Generative Question and Answer Large Language Model
Project Overview
DataSpeak, one of the industry's largest providers of predictive analytics solutions, needed a proof-of-concept machine learning model that can automatically generate answers to user-input questions.
Machine Learning Skills/Technologies
Text2TextGeneration, Transformers, Tokenizers, PyTorch, Hugging Face, Flan-T5 LLM, spaCy, Streamlit, Render, GPU, BeautifulSoup, Google Colab
Project Conclusions
- Developed a generative language model using
google/flan-t5-base
, fine-tuned on Stack Overflow data. - Conducted cosine semantic similarity analysis on a generated vector embeddings database to identify the top 5 most similar questions in the dataset for user-input questions.

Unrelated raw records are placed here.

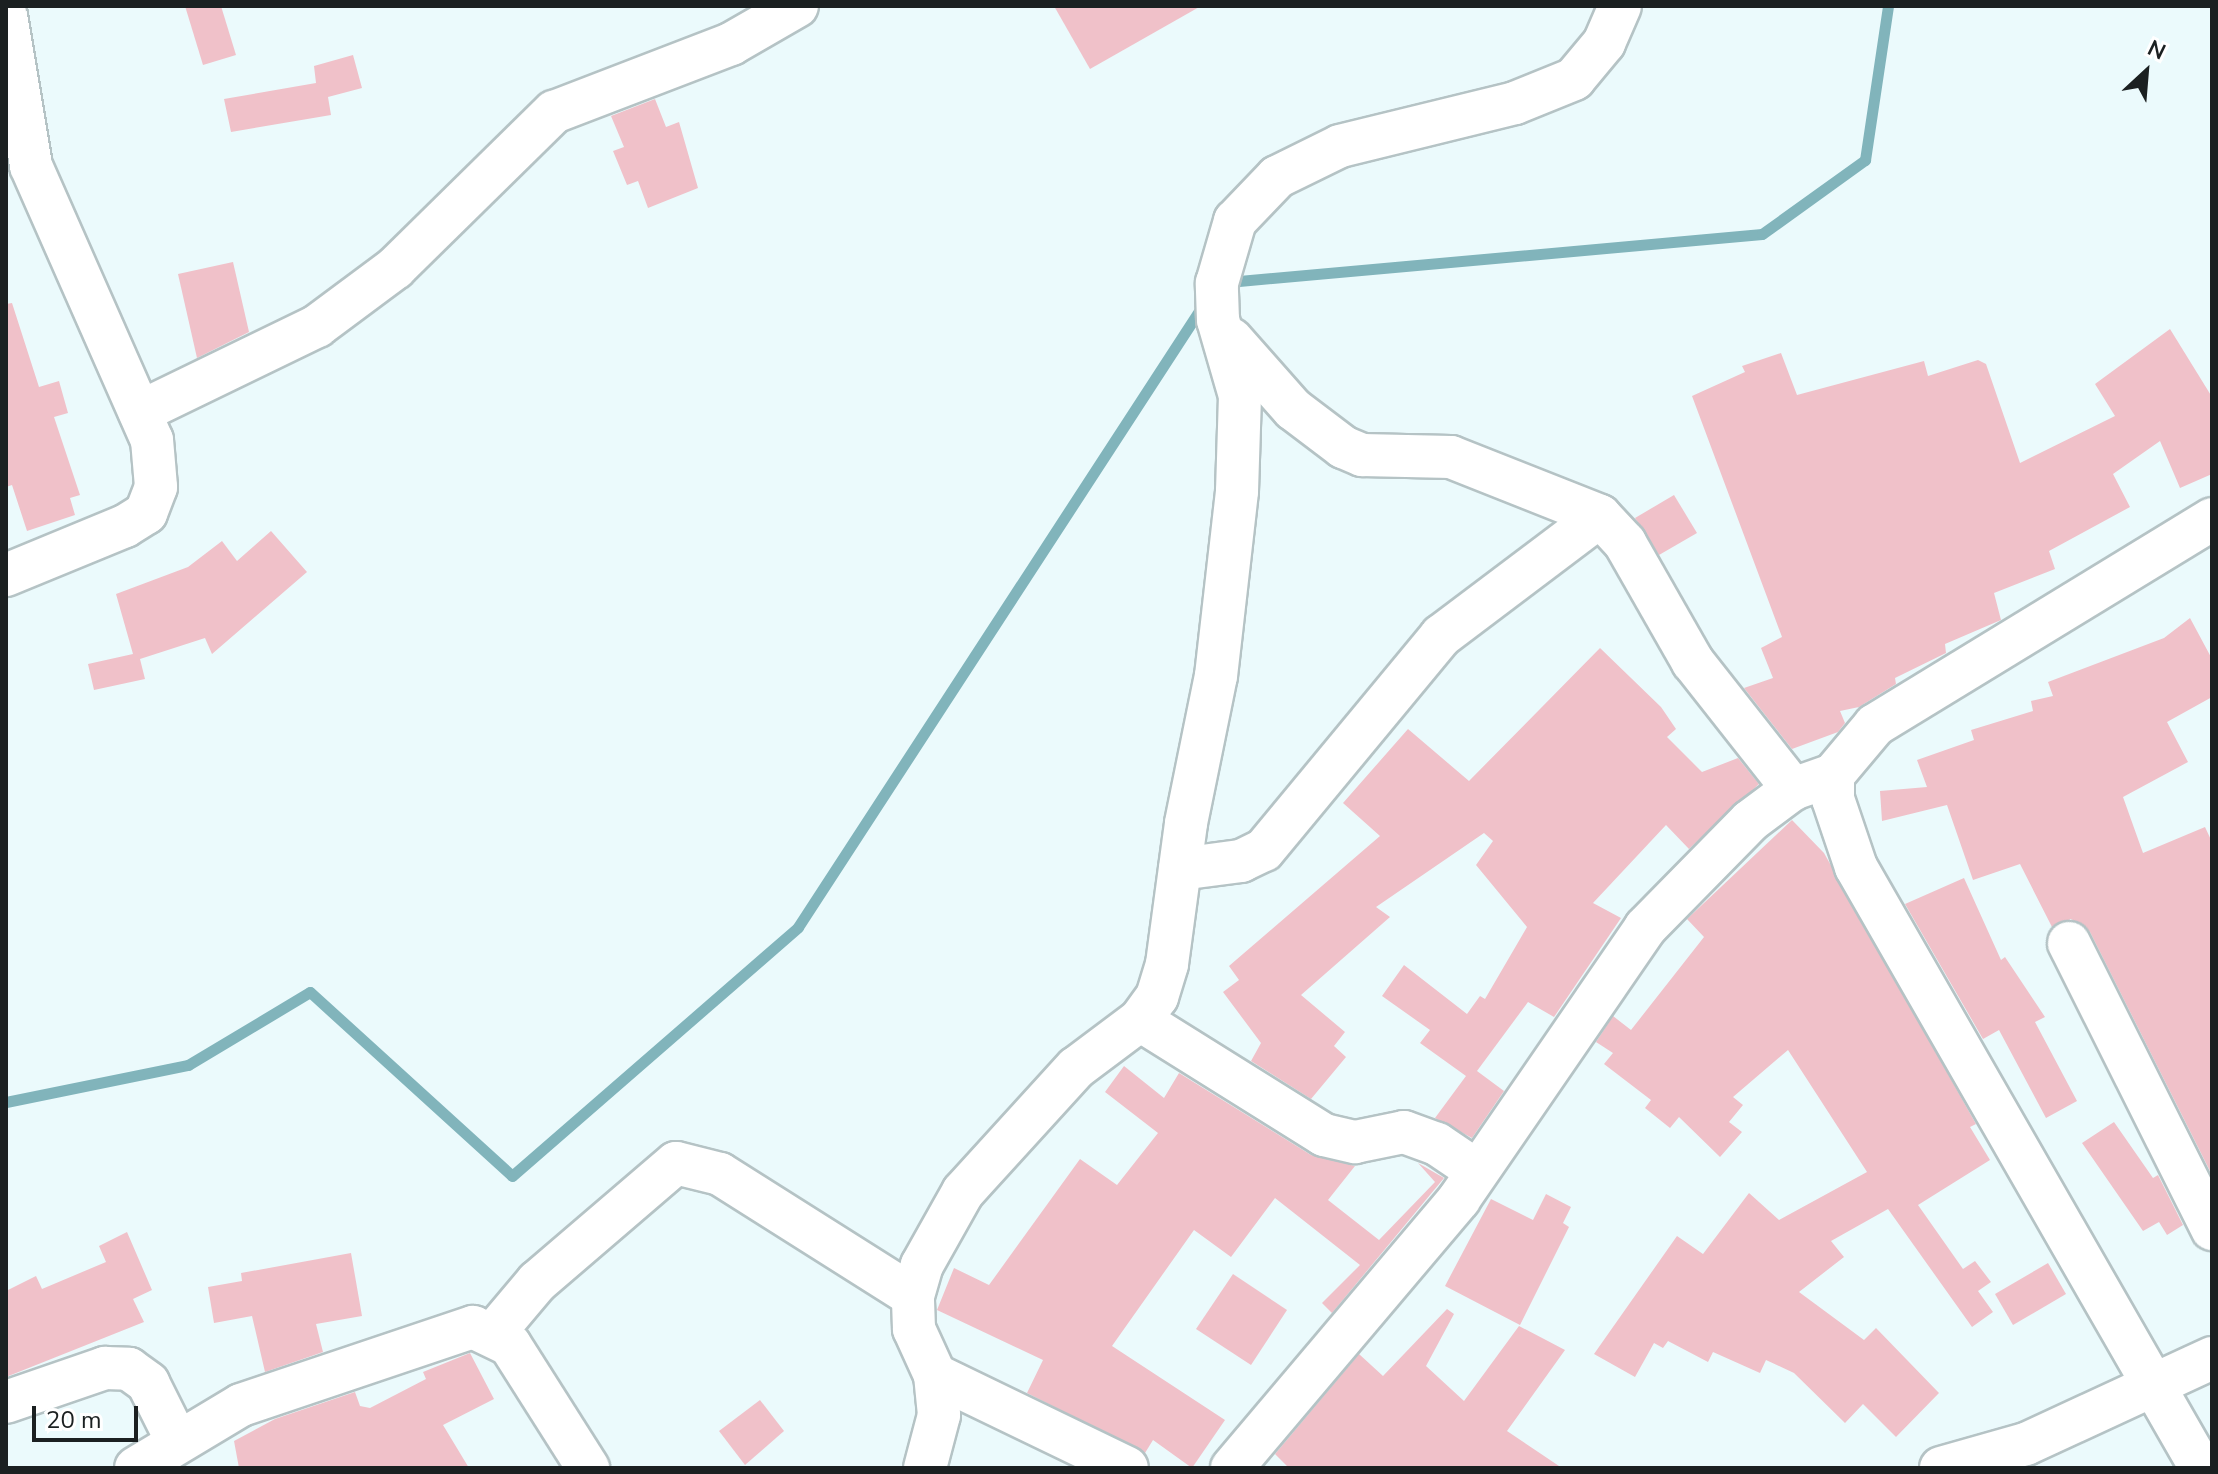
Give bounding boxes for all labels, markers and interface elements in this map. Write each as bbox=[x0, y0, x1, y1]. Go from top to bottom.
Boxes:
north arrow bbox=[2106, 32, 2186, 112]
text: N bbox=[2143, 33, 2170, 68]
scale bar bbox=[36, 1390, 142, 1440]
text: 20 m bbox=[46, 1404, 102, 1436]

- Developed a web application featuring a chatbot UI that provides generative answers from the model and generates 5 alternative answers based on cosine similarity, along with percent similarity scores.
- Improved training set quality by pre-processing and normalizing raw text data.
Screenshot of Web Application UI
Performance & Evaluation
- Achieved a 19% ROUGE-1 score and an average perplexity of 1.96.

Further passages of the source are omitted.